Collected data:

————

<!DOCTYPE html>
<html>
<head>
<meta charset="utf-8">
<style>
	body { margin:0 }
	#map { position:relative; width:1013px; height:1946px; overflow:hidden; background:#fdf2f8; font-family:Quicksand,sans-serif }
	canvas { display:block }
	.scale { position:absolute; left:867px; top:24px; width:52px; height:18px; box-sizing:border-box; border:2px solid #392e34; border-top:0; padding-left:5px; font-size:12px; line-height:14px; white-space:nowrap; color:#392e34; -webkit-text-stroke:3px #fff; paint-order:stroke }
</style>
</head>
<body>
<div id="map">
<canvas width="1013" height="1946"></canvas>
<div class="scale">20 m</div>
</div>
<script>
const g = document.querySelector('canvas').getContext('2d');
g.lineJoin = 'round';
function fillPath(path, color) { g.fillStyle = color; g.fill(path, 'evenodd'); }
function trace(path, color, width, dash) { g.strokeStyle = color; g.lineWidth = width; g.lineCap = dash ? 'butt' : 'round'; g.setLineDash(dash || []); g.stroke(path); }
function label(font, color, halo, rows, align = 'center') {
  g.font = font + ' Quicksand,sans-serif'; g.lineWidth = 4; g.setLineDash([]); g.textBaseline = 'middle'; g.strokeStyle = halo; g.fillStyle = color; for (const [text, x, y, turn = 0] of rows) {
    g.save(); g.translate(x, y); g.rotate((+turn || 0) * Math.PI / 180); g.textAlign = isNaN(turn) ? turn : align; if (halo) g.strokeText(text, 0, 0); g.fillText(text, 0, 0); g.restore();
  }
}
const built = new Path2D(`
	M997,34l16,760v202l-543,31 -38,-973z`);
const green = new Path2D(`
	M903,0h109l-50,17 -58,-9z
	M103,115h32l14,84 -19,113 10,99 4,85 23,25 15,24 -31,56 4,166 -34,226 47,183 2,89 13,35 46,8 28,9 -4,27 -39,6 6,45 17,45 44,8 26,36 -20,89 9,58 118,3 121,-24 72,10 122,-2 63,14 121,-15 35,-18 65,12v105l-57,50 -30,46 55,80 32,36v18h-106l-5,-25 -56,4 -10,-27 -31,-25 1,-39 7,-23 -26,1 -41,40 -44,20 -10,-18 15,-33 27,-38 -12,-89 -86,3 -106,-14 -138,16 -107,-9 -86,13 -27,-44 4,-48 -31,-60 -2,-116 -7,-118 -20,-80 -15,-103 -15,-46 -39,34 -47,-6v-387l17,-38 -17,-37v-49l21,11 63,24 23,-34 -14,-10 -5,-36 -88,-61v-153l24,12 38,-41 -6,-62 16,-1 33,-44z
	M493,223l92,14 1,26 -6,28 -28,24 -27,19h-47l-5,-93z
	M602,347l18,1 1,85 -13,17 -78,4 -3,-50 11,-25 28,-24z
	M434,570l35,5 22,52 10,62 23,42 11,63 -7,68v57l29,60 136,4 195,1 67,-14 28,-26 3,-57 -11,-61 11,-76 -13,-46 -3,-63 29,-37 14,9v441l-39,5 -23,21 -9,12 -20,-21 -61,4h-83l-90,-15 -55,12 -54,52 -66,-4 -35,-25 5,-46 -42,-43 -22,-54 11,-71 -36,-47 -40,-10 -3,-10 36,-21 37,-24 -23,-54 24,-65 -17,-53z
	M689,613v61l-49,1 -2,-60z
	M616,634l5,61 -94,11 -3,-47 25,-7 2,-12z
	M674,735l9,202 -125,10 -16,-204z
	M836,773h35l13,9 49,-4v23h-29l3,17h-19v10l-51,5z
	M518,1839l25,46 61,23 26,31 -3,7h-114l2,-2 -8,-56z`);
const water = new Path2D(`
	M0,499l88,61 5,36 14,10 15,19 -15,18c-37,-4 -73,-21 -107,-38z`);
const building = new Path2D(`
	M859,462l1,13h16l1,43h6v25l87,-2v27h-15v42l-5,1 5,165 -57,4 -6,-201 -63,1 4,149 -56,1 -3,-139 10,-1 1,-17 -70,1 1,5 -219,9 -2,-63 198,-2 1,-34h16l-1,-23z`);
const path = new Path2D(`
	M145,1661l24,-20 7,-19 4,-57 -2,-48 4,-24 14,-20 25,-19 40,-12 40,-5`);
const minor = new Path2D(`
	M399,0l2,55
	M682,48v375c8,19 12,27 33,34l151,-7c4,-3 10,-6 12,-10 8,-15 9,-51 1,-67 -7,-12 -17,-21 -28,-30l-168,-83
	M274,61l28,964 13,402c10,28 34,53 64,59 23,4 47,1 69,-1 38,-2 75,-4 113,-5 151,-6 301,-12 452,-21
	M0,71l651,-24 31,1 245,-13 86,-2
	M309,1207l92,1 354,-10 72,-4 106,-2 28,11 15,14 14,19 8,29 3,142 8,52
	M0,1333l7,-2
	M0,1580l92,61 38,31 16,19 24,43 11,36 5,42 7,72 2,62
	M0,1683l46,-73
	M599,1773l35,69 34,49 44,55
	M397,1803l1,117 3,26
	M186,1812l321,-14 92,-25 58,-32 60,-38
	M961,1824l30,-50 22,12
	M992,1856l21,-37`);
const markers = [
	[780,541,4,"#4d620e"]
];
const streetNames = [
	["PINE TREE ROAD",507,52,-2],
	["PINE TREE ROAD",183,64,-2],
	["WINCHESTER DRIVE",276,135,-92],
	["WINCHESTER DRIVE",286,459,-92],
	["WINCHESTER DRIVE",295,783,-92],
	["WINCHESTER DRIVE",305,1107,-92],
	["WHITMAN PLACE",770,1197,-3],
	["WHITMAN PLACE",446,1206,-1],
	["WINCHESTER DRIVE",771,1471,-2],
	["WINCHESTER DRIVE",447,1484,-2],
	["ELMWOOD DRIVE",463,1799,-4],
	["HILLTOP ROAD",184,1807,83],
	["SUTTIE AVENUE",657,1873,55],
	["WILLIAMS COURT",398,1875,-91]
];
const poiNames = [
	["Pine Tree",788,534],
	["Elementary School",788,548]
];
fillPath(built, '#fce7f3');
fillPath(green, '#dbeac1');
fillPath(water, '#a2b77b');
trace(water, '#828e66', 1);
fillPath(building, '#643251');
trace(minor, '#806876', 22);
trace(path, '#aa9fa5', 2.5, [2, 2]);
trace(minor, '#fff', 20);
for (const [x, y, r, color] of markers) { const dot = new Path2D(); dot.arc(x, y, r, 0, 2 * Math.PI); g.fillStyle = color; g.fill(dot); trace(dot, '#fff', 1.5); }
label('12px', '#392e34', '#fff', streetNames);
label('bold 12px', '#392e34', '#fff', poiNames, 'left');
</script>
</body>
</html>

————

**Assignment**
Among the lines of the data, identify those with the word "scale". Copy each of them.

**Answer area**
	.scale { position:absolute; left:867px; top:24px; width:52px; height:18px; box-sizing:border-box; border:2px solid #392e34; border-top:0; padding-left:5px; font-size:12px; line-height:14px; white-space:nowrap; color:#392e34; -webkit-text-stroke:3px #fff; paint-order:stroke }
<div class="scale">20 m</div>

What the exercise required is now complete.